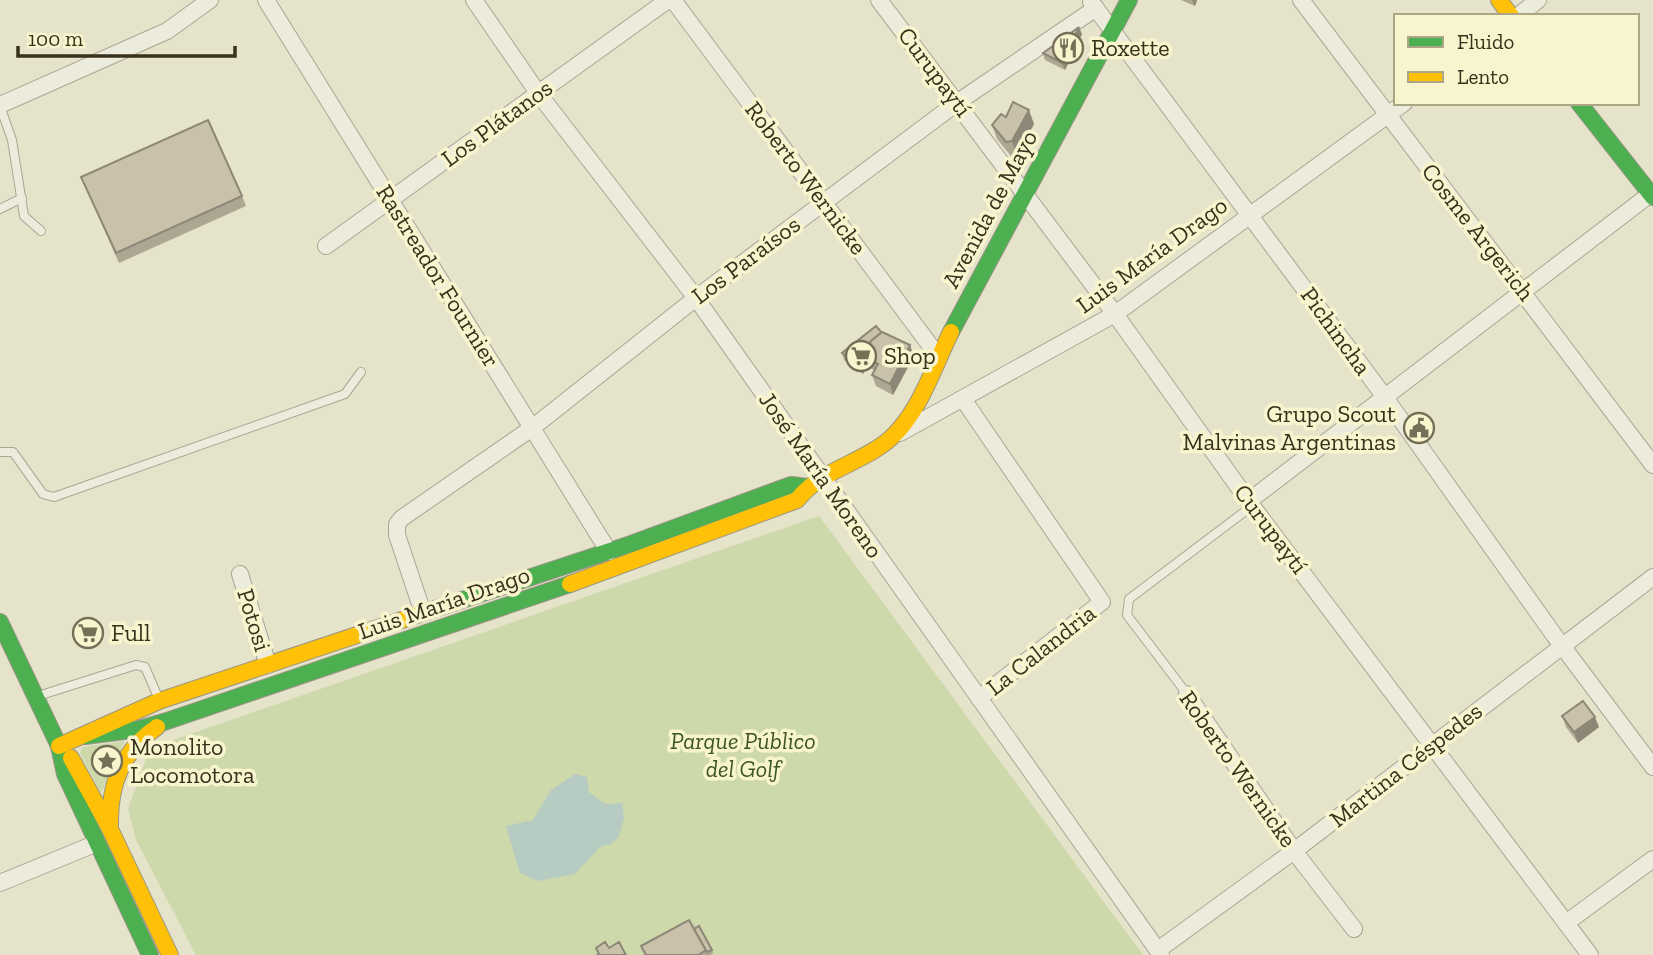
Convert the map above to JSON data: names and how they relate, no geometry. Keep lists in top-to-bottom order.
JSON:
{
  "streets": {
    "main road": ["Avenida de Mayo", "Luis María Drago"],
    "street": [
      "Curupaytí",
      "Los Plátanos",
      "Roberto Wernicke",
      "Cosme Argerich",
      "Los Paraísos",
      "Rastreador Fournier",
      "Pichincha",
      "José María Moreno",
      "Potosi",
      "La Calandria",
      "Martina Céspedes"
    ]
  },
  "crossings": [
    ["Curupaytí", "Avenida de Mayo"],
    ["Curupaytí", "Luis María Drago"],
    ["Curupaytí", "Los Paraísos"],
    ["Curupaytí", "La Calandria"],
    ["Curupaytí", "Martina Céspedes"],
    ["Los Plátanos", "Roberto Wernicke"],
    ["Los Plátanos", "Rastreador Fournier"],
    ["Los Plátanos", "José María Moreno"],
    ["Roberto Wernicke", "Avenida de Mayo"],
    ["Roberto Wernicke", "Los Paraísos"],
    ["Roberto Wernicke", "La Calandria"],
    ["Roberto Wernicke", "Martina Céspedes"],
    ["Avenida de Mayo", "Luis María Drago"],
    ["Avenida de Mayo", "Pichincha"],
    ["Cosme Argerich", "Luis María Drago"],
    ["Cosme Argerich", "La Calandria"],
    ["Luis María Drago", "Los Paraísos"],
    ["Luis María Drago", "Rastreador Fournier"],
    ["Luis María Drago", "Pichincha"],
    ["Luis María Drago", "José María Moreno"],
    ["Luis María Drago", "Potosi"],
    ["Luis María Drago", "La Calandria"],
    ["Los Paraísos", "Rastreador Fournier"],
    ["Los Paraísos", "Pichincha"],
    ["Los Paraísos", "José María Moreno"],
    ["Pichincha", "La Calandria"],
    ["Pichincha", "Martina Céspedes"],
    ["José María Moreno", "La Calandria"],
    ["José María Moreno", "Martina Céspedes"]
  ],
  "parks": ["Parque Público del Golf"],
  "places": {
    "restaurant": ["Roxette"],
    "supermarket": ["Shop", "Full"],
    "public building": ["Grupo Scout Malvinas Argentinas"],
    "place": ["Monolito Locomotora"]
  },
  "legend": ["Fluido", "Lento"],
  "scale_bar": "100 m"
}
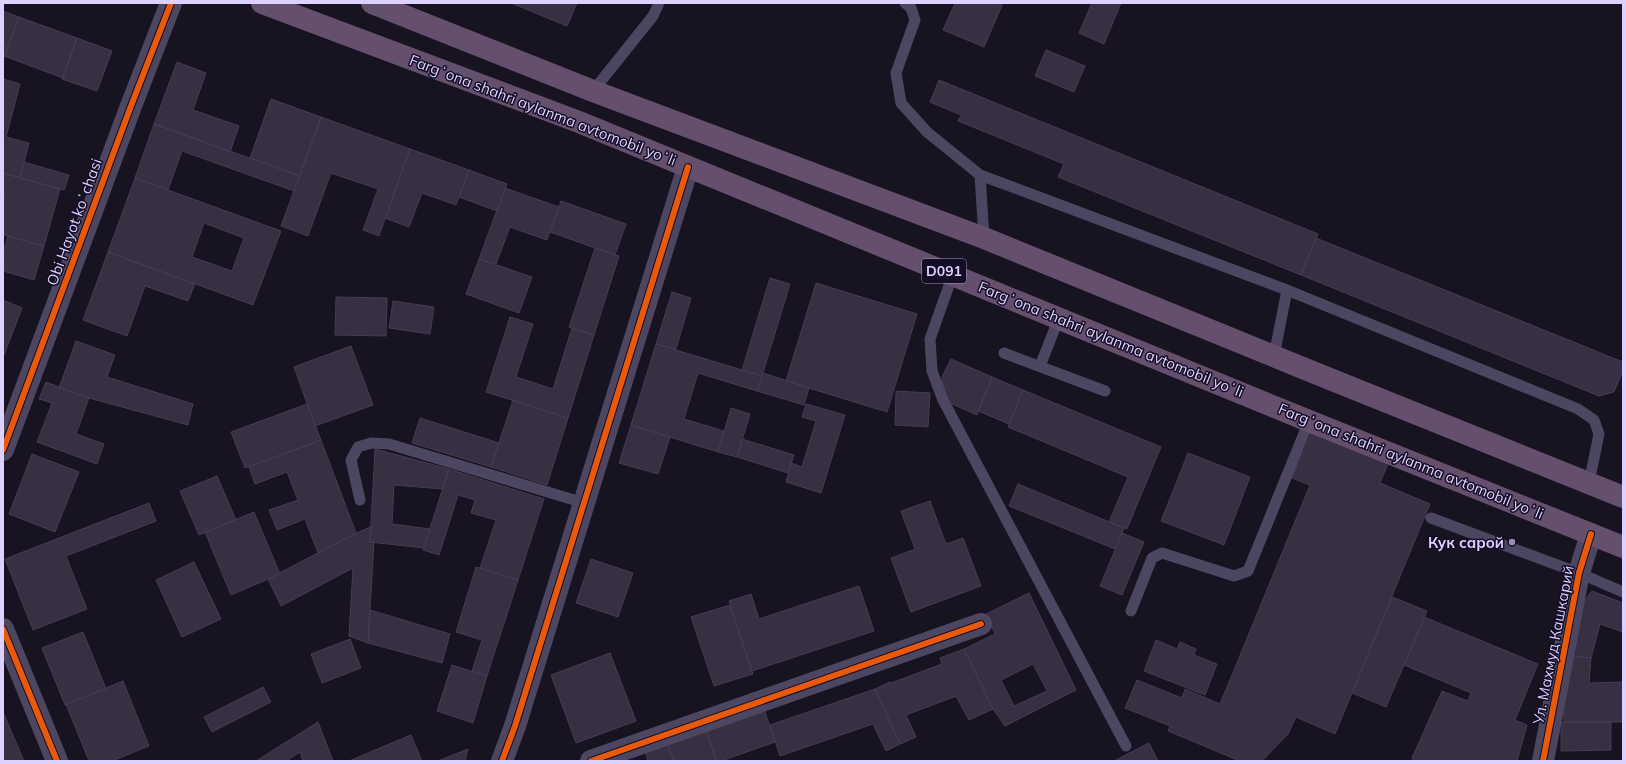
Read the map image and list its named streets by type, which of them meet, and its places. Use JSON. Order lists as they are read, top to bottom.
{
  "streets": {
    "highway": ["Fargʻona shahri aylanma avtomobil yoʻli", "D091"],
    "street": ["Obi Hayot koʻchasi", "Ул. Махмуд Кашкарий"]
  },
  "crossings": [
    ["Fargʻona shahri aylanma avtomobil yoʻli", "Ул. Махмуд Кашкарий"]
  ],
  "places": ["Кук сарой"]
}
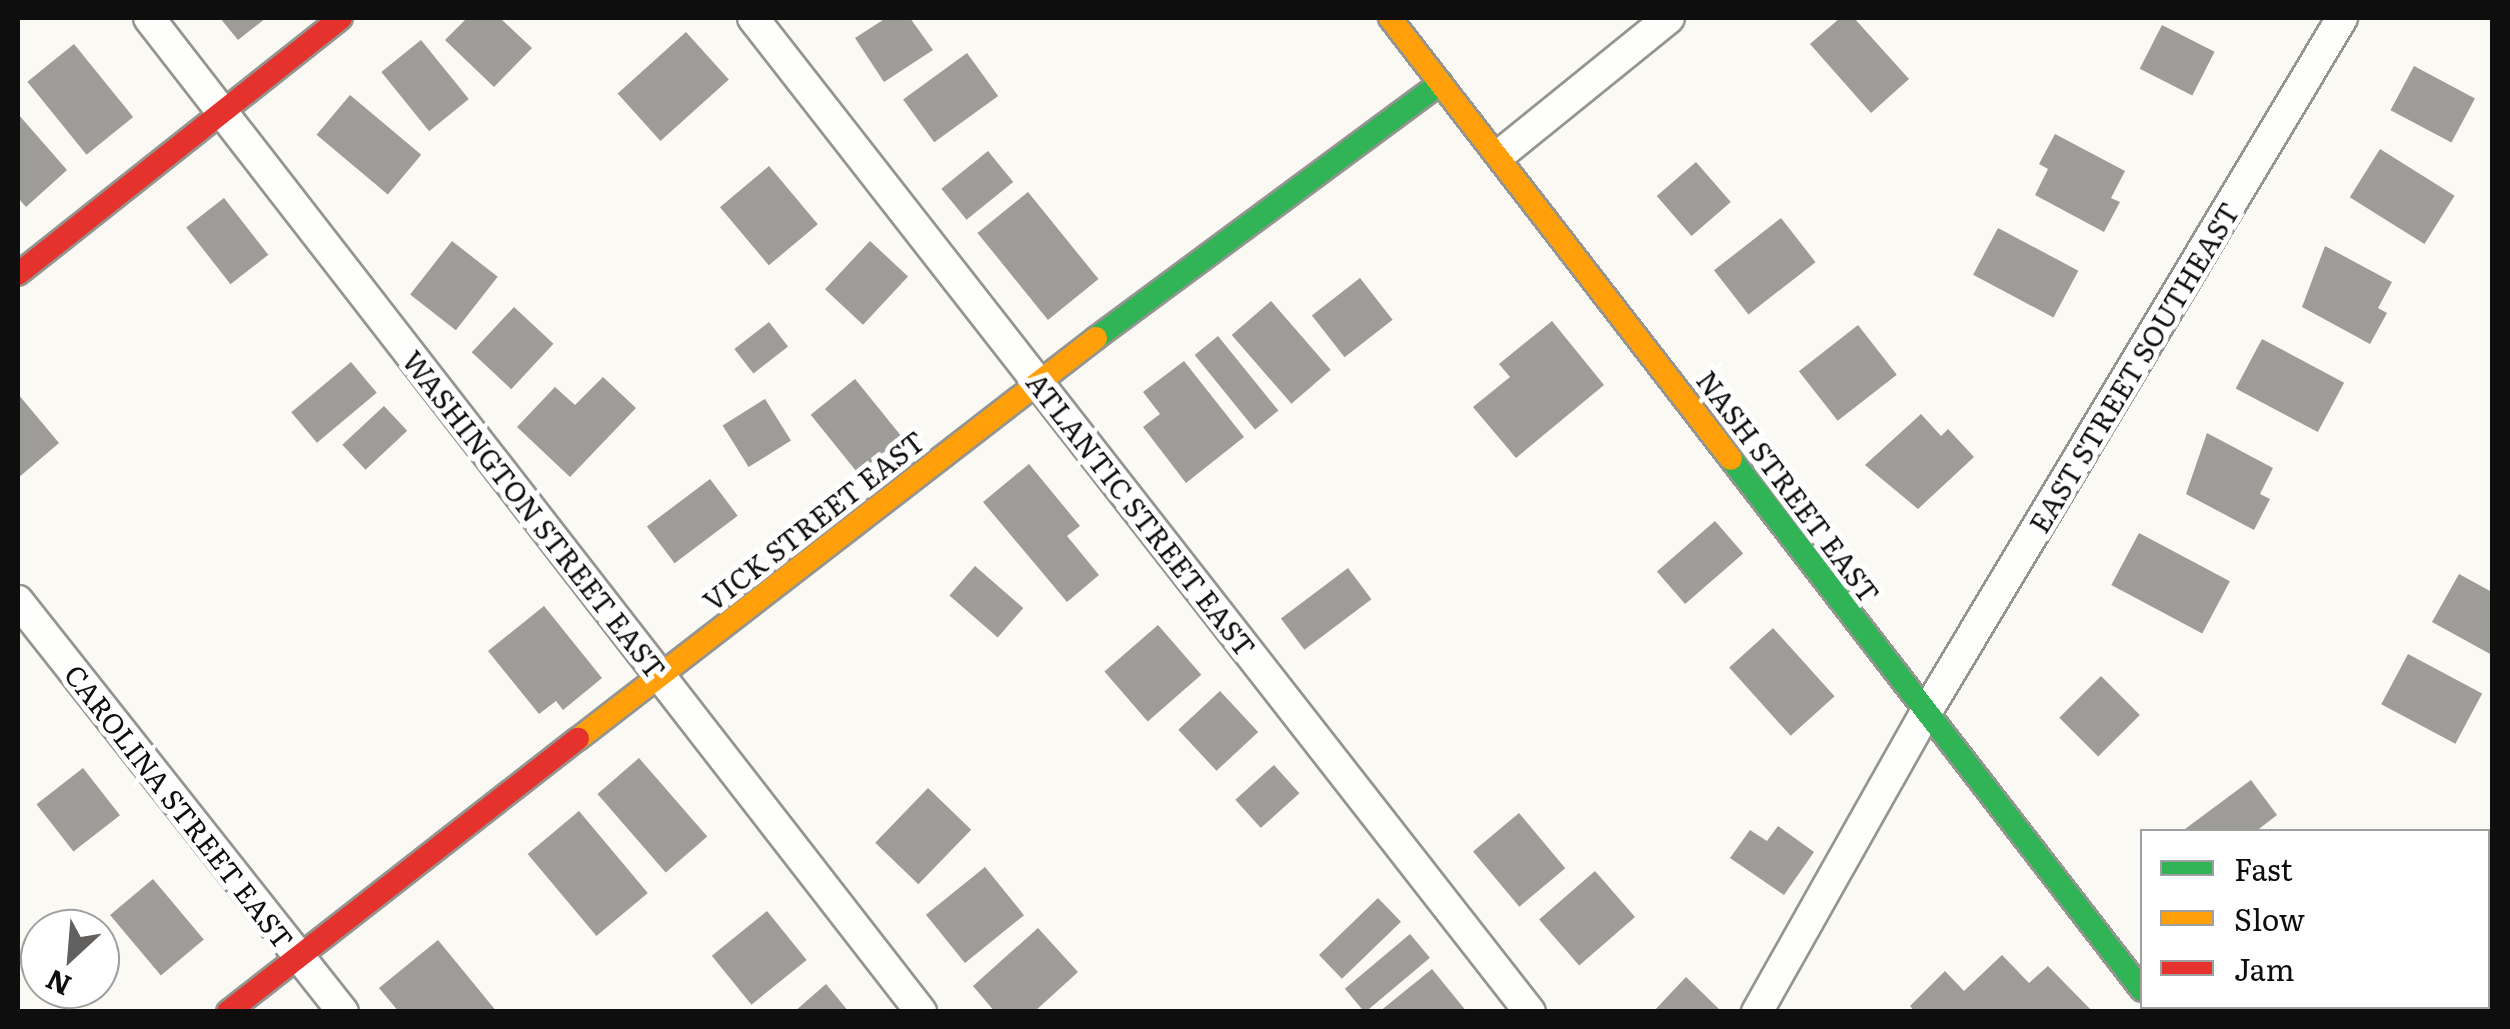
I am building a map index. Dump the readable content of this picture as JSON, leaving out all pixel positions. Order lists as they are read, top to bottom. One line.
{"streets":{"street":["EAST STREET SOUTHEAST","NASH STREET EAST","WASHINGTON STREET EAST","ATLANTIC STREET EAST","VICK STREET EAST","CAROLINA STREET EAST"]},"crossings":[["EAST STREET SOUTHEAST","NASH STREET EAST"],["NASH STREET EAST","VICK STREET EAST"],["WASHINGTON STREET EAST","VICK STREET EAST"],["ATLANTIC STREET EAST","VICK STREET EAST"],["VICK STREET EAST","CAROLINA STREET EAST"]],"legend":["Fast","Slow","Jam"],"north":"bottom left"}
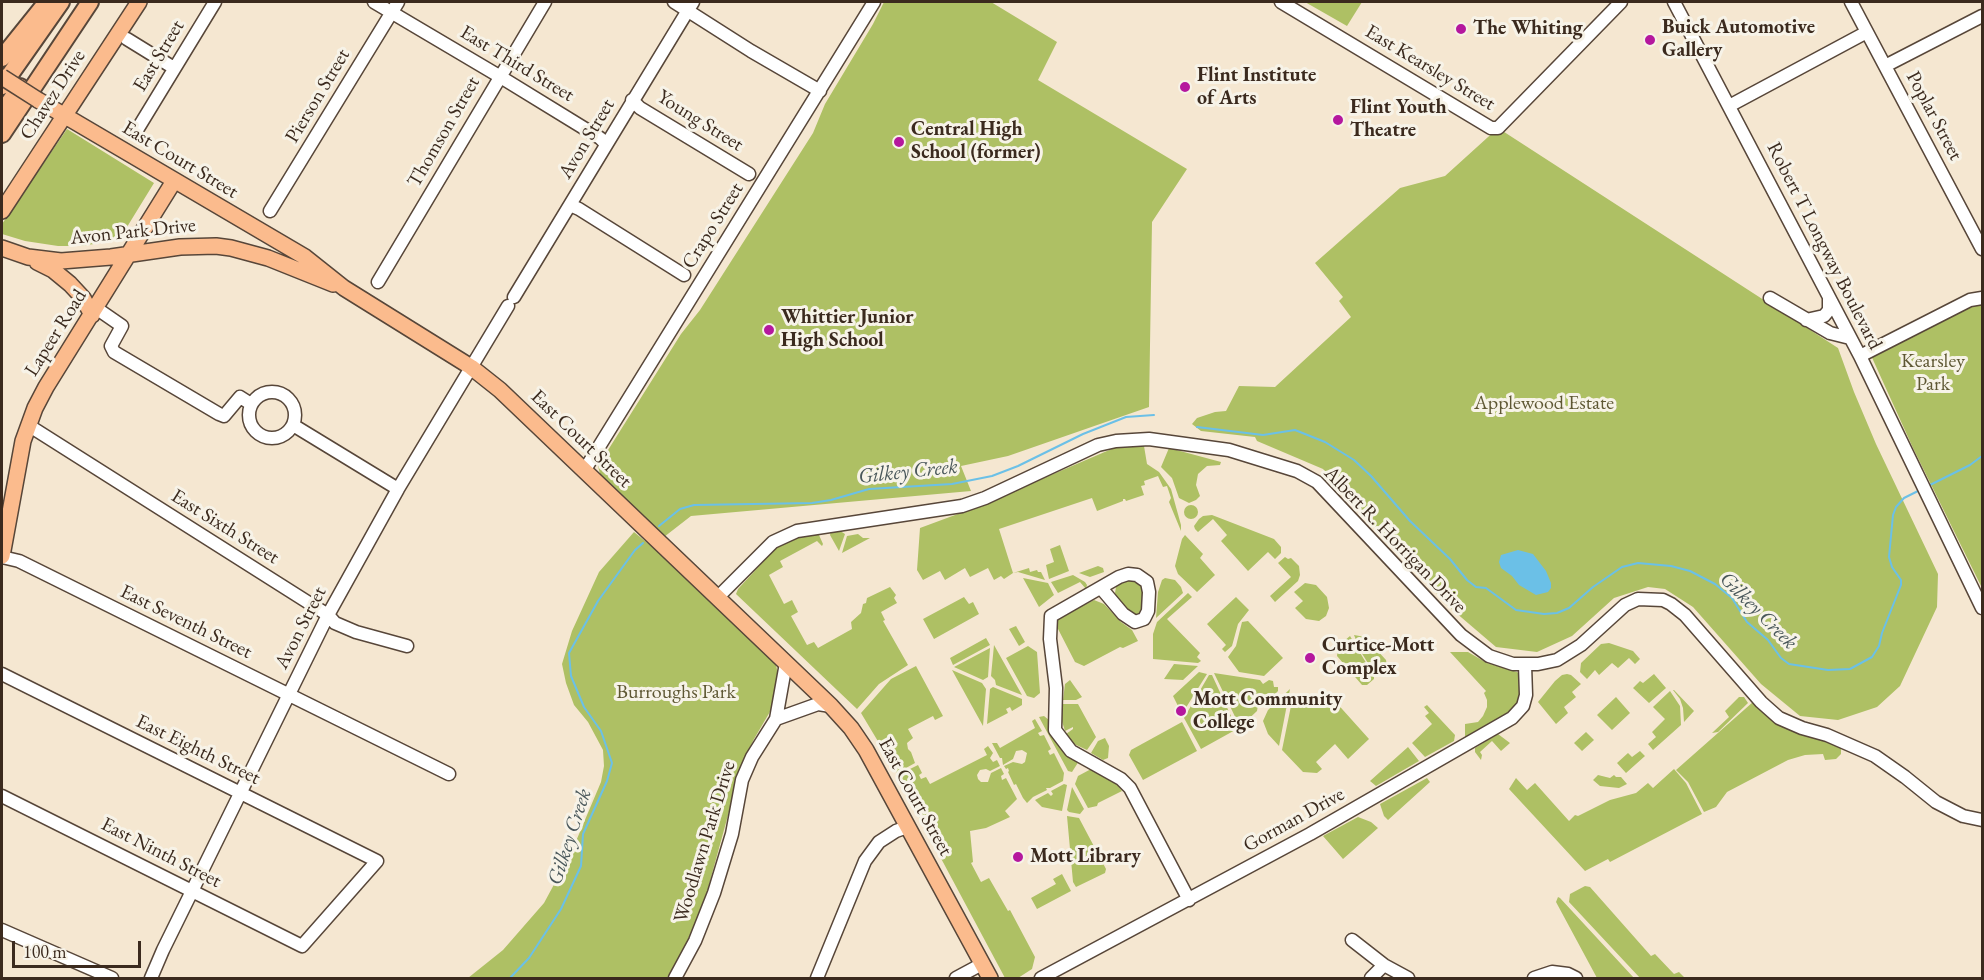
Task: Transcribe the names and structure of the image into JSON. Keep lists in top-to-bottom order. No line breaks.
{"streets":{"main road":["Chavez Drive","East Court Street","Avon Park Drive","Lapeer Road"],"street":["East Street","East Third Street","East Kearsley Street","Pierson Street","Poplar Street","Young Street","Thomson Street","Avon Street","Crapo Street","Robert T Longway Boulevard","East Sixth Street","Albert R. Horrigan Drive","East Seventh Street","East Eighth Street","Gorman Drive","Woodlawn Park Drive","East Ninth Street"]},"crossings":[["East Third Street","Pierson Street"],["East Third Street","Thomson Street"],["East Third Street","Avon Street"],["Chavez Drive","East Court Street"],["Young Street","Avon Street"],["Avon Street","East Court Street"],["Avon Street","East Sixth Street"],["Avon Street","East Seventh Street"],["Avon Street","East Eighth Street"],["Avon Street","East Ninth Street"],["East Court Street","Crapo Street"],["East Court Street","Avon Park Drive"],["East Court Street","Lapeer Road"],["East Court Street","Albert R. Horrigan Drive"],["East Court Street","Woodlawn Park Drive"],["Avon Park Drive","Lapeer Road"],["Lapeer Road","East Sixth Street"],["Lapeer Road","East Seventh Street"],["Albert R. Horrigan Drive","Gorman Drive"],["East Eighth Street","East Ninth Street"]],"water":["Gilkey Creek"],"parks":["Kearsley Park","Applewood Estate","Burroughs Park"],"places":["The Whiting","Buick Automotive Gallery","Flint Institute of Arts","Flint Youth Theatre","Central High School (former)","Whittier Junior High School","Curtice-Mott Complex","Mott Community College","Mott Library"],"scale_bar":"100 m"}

▸ **Exercise objective**
Pictures in the records should not appear in your copy, but everything else must be transcribed exactly.

▸ **Your response**
Convert the map above to JSON data: names and how they relate, no geometry. Keep lists in top-to-bottom order.
JSON:
{
  "streets": {
    "main road": ["Avenida de Mayo", "Luis María Drago"],
    "street": [
      "Curupaytí",
      "Los Plátanos",
      "Roberto Wernicke",
      "Cosme Argerich",
      "Los Paraísos",
      "Rastreador Fournier",
      "Pichincha",
      "José María Moreno",
      "Potosi",
      "La Calandria",
      "Martina Céspedes"
    ]
  },
  "crossings": [
    ["Curupaytí", "Avenida de Mayo"],
    ["Curupaytí", "Luis María Drago"],
    ["Curupaytí", "Los Paraísos"],
    ["Curupaytí", "La Calandria"],
    ["Curupaytí", "Martina Céspedes"],
    ["Los Plátanos", "Roberto Wernicke"],
    ["Los Plátanos", "Rastreador Fournier"],
    ["Los Plátanos", "José María Moreno"],
    ["Roberto Wernicke", "Avenida de Mayo"],
    ["Roberto Wernicke", "Los Paraísos"],
    ["Roberto Wernicke", "La Calandria"],
    ["Roberto Wernicke", "Martina Céspedes"],
    ["Avenida de Mayo", "Luis María Drago"],
    ["Avenida de Mayo", "Pichincha"],
    ["Cosme Argerich", "Luis María Drago"],
    ["Cosme Argerich", "La Calandria"],
    ["Luis María Drago", "Los Paraísos"],
    ["Luis María Drago", "Rastreador Fournier"],
    ["Luis María Drago", "Pichincha"],
    ["Luis María Drago", "José María Moreno"],
    ["Luis María Drago", "Potosi"],
    ["Luis María Drago", "La Calandria"],
    ["Los Paraísos", "Rastreador Fournier"],
    ["Los Paraísos", "Pichincha"],
    ["Los Paraísos", "José María Moreno"],
    ["Pichincha", "La Calandria"],
    ["Pichincha", "Martina Céspedes"],
    ["José María Moreno", "La Calandria"],
    ["José María Moreno", "Martina Céspedes"]
  ],
  "parks": ["Parque Público del Golf"],
  "places": {
    "restaurant": ["Roxette"],
    "supermarket": ["Shop", "Full"],
    "public building": ["Grupo Scout Malvinas Argentinas"],
    "place": ["Monolito Locomotora"]
  },
  "legend": ["Fluido", "Lento"],
  "scale_bar": "100 m"
}
Read the map image and list its named streets by type, which of them meet, and its places. Use JSON. Order lists as they are read, top to bottom.
{
  "streets": {
    "highway": ["Fargʻona shahri aylanma avtomobil yoʻli", "D091"],
    "street": ["Obi Hayot koʻchasi", "Ул. Махмуд Кашкарий"]
  },
  "crossings": [
    ["Fargʻona shahri aylanma avtomobil yoʻli", "Ул. Махмуд Кашкарий"]
  ],
  "places": ["Кук сарой"]
}
I am building a map index. Dump the readable content of this picture as JSON, leaving out all pixel positions. Order lists as they are read, top to bottom. One line.
{"streets":{"street":["EAST STREET SOUTHEAST","NASH STREET EAST","WASHINGTON STREET EAST","ATLANTIC STREET EAST","VICK STREET EAST","CAROLINA STREET EAST"]},"crossings":[["EAST STREET SOUTHEAST","NASH STREET EAST"],["NASH STREET EAST","VICK STREET EAST"],["WASHINGTON STREET EAST","VICK STREET EAST"],["ATLANTIC STREET EAST","VICK STREET EAST"],["VICK STREET EAST","CAROLINA STREET EAST"]],"legend":["Fast","Slow","Jam"],"north":"bottom left"}
Task: Transcribe the names and structure of the image into JSON. Keep lists in top-to-bottom order. No line breaks.
{"streets":{"main road":["Chavez Drive","East Court Street","Avon Park Drive","Lapeer Road"],"street":["East Street","East Third Street","East Kearsley Street","Pierson Street","Poplar Street","Young Street","Thomson Street","Avon Street","Crapo Street","Robert T Longway Boulevard","East Sixth Street","Albert R. Horrigan Drive","East Seventh Street","East Eighth Street","Gorman Drive","Woodlawn Park Drive","East Ninth Street"]},"crossings":[["East Third Street","Pierson Street"],["East Third Street","Thomson Street"],["East Third Street","Avon Street"],["Chavez Drive","East Court Street"],["Young Street","Avon Street"],["Avon Street","East Court Street"],["Avon Street","East Sixth Street"],["Avon Street","East Seventh Street"],["Avon Street","East Eighth Street"],["Avon Street","East Ninth Street"],["East Court Street","Crapo Street"],["East Court Street","Avon Park Drive"],["East Court Street","Lapeer Road"],["East Court Street","Albert R. Horrigan Drive"],["East Court Street","Woodlawn Park Drive"],["Avon Park Drive","Lapeer Road"],["Lapeer Road","East Sixth Street"],["Lapeer Road","East Seventh Street"],["Albert R. Horrigan Drive","Gorman Drive"],["East Eighth Street","East Ninth Street"]],"water":["Gilkey Creek"],"parks":["Kearsley Park","Applewood Estate","Burroughs Park"],"places":["The Whiting","Buick Automotive Gallery","Flint Institute of Arts","Flint Youth Theatre","Central High School (former)","Whittier Junior High School","Curtice-Mott Complex","Mott Community College","Mott Library"],"scale_bar":"100 m"}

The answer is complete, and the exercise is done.